Furthermore, most taxpayers who pay no federal income tax do pay other taxes: state and local income, property and sales taxes eat up a substantial amount of income, as do federal payroll taxes, which often amount to the most significant tax bite for these lower-income taxpayers. And as the Rubin article also notes, people who don't pay income tax one year--because of returning for education, job losses, extraordinary medical expenses and other causes--come back on the tax rolls in later years when they finish studies or find work.
Regrettably, Romney's remarks at the fundraiser mainly reveal an eager player in the class warfare game that the right has engaged in for the last few decades--it reflects a firm support for tax policies that redistribute upwards to the elite, at whatever cost to ordinary Americans who are disdained and even despised as irresponsible and lazy.

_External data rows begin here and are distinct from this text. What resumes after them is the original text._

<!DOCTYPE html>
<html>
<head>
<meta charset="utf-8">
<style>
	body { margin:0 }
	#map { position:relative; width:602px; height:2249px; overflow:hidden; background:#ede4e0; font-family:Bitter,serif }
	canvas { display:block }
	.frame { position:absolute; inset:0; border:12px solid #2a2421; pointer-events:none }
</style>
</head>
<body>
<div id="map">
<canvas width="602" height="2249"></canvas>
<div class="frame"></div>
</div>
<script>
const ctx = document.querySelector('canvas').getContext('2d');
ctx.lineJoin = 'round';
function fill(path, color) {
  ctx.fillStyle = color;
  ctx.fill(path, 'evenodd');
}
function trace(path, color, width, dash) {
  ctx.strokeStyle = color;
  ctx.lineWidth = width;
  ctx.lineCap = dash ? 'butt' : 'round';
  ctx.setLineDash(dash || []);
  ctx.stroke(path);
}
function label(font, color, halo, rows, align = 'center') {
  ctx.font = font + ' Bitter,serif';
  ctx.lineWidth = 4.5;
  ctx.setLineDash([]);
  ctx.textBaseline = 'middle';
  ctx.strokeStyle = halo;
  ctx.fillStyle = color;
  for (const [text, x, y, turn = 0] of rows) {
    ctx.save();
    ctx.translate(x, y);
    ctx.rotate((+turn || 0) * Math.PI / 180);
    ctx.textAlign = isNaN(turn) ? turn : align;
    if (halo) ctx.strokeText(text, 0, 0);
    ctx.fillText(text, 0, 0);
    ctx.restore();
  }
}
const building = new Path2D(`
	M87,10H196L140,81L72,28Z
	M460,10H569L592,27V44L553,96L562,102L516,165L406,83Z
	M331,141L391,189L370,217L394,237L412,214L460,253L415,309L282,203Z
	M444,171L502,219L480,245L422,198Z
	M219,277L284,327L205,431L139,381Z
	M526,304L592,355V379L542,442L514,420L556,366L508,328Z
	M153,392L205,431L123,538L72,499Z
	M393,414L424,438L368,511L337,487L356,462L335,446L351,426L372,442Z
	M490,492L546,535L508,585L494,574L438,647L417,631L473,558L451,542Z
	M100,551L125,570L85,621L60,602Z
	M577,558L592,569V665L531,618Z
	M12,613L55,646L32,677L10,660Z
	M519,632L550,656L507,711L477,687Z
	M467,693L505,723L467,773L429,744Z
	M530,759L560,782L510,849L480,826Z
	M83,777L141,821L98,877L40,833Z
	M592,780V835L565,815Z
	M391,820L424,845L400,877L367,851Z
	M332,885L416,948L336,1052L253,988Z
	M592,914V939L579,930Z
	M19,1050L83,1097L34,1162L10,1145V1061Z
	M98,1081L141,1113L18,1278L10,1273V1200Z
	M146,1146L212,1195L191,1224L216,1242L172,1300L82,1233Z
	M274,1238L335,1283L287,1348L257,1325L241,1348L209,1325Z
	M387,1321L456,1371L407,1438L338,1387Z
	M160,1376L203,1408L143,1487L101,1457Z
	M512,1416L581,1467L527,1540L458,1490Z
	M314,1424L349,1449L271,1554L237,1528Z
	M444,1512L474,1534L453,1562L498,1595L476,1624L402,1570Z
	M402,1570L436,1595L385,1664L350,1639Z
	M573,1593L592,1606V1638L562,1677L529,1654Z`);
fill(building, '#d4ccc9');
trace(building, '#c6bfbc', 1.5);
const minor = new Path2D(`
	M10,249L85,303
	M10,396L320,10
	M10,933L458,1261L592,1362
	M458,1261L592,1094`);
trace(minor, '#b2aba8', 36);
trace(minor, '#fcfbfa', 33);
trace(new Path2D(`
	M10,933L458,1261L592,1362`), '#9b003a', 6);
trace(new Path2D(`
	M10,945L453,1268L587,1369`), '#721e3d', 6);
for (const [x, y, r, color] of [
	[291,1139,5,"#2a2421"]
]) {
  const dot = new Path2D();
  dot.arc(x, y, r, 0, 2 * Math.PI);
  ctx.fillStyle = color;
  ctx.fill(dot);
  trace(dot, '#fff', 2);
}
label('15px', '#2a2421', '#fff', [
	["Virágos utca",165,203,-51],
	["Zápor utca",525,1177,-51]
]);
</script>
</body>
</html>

With CEOs making 200-400 times what their average workers make and the productivity gains contributed most especially by the workers being siphoned off for increasingly higher pay for the executives, ordinary Americans already are hurting. Tax policies that continue the rip-off by continuing preferential rates for capital gains, providing even more preferential marginal rates for the uberrich, and eliminating worldwide taxation on multinationals will do even greater harm to ordinary Americans and the sustainability of our economy.